In this case, one concern is that the AI agents are fundamentally centralized and custodied with a single provider, creating massive personal risk across data, privacy, and finance. Custody always leads to a principal / agent problem, where the agent has an incentive to steal from the principal, and therefore law and regulation must enforce fiduciary duty. In the big tech world, AI regulation that protects the individual in some form is inevitable.

The Web3 counterweight to this danger is self-custody of information, and self-custody of our AI agents. Perhaps we generate the GPTs on a centralized platform, but are able to pull those trained models into a crypto wallet for ownership. In a world where multiple successful open source models exist, and some are run well on decentralized infrastructure, we expect that crypto custody and control of AI agents becomes a core value proposition of Web3.

Today, projects like OpenOrigins, which focus on provenance of digital media in the AI age come close to this idea. Things should be real and beyond manipulation.
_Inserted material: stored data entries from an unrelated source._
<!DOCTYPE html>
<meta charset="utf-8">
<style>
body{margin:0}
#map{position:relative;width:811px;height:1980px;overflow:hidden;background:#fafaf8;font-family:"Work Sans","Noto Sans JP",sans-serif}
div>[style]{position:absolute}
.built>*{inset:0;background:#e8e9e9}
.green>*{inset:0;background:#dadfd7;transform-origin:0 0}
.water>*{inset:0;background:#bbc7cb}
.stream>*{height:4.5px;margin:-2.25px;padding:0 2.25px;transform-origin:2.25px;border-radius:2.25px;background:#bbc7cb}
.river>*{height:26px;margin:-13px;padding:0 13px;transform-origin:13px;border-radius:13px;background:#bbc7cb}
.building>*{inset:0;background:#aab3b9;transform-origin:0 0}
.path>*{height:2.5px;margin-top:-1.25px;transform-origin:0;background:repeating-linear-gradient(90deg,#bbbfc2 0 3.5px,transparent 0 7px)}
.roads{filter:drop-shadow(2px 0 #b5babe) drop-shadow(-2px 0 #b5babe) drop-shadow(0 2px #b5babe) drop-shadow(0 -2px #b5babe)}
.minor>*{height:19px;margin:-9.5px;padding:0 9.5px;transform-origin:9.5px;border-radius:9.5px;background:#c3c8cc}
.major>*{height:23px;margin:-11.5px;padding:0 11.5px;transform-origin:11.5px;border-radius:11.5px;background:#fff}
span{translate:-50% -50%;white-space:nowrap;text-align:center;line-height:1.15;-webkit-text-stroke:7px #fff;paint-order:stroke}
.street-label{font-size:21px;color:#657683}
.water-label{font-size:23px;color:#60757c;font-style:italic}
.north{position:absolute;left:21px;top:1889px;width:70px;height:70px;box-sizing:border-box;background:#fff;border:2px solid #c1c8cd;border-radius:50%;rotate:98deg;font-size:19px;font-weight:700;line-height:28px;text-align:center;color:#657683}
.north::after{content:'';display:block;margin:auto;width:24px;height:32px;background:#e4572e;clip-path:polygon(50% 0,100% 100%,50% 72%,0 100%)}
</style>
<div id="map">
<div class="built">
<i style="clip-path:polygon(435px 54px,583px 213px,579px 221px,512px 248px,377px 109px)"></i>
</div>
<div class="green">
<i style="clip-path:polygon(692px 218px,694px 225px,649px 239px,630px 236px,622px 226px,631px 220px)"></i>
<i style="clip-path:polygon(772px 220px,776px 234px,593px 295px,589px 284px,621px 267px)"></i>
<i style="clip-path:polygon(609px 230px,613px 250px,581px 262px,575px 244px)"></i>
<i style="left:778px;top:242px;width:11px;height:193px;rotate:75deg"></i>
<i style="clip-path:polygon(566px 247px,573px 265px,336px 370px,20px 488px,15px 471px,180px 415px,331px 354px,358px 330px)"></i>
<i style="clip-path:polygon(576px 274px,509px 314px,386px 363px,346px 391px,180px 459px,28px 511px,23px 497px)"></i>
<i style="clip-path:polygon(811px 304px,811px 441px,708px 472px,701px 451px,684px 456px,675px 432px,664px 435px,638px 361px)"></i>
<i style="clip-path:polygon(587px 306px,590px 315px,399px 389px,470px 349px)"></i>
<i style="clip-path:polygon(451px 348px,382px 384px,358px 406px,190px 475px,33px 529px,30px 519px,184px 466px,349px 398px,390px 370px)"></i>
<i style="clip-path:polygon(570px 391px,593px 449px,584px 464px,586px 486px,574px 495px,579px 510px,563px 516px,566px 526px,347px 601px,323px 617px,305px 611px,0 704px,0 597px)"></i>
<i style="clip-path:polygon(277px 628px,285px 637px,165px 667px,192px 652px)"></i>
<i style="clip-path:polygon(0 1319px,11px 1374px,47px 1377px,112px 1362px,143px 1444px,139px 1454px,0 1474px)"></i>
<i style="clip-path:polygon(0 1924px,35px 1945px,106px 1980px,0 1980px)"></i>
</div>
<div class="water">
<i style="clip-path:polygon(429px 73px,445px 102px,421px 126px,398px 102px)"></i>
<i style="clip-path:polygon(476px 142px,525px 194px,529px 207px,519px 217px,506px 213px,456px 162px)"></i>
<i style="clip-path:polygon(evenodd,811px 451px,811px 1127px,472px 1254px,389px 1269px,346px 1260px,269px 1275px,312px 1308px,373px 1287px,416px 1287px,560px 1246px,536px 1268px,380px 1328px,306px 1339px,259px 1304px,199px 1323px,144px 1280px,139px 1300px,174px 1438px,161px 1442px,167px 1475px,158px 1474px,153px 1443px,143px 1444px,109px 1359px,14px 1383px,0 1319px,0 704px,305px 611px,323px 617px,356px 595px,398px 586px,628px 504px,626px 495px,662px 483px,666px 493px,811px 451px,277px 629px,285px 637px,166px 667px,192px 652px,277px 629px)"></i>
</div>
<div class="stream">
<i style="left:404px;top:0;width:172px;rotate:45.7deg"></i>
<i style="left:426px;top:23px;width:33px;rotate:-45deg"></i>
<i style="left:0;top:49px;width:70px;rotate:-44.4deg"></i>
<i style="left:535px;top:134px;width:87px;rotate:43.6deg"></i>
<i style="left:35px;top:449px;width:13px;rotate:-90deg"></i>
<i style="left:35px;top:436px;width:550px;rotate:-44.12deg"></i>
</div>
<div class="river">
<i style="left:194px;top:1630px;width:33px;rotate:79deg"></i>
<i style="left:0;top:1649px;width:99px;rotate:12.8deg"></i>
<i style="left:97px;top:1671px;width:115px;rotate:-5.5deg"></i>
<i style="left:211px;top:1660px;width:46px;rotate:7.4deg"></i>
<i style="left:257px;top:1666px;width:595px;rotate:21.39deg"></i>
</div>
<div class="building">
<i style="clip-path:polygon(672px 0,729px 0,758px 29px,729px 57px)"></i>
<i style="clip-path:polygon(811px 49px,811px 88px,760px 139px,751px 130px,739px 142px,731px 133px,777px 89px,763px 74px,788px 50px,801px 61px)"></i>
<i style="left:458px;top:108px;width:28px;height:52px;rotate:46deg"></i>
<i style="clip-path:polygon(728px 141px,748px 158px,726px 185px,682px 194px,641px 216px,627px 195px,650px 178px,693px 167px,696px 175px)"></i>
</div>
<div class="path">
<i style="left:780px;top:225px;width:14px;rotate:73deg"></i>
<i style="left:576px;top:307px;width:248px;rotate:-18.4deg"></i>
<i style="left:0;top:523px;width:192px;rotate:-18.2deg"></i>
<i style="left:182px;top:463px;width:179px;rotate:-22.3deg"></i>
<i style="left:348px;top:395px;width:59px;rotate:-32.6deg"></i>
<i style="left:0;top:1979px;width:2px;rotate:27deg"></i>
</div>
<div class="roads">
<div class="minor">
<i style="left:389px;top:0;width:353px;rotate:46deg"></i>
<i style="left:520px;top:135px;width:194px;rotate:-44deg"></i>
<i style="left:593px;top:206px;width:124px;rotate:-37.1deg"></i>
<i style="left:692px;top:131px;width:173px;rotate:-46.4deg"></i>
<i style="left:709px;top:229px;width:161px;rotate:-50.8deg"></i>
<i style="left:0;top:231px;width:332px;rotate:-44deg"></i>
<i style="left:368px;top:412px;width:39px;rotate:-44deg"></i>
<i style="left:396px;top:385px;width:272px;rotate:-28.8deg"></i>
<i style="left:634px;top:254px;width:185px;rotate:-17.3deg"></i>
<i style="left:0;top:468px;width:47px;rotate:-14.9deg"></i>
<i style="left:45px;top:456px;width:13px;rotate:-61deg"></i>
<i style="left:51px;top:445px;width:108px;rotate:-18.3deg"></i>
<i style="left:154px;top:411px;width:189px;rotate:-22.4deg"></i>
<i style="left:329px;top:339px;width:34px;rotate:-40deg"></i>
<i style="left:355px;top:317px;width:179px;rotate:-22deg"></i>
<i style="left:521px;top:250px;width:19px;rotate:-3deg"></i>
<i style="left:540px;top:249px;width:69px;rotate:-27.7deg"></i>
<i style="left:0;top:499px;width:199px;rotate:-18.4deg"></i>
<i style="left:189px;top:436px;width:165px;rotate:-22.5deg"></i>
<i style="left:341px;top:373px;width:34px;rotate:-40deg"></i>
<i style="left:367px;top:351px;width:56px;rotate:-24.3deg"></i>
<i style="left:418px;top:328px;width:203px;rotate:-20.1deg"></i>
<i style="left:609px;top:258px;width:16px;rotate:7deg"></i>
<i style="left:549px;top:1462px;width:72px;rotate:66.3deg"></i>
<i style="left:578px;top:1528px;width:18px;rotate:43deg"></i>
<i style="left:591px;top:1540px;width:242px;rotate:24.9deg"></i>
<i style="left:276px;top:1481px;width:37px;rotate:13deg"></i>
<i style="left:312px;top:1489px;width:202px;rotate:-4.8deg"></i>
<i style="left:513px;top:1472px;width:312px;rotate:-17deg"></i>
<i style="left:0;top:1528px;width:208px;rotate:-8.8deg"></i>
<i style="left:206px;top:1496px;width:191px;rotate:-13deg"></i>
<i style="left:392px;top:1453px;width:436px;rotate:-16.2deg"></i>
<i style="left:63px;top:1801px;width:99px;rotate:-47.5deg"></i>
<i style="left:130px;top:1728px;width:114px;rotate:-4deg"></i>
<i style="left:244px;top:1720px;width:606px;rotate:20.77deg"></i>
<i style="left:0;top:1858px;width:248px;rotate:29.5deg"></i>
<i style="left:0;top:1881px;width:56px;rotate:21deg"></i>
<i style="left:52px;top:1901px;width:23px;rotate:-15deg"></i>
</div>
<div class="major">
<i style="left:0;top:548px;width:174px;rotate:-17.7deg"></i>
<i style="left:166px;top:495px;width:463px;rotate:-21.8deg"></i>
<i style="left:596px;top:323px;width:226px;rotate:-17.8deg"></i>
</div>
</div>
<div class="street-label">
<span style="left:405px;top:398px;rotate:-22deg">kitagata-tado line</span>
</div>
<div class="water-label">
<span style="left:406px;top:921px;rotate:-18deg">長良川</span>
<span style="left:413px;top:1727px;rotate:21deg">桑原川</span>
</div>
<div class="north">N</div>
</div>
Another example would be NFT minters attached to image generation or LLM engines (e.d., Eden.art), which support the fruits of machine labor with the market venues of Web3 DeFi.

However, commerce around such objects is still negligible today – whether due to the sorry state of the NFT markets, the quality of machine labor, or low utility of such digital assets.

In all cases, this is an absolutely fascinating design space for entrepreneurs. Since launching Generative Ventures, we remain surprised by the creative variety and energy of technologists exploring the possible and charting a way forward.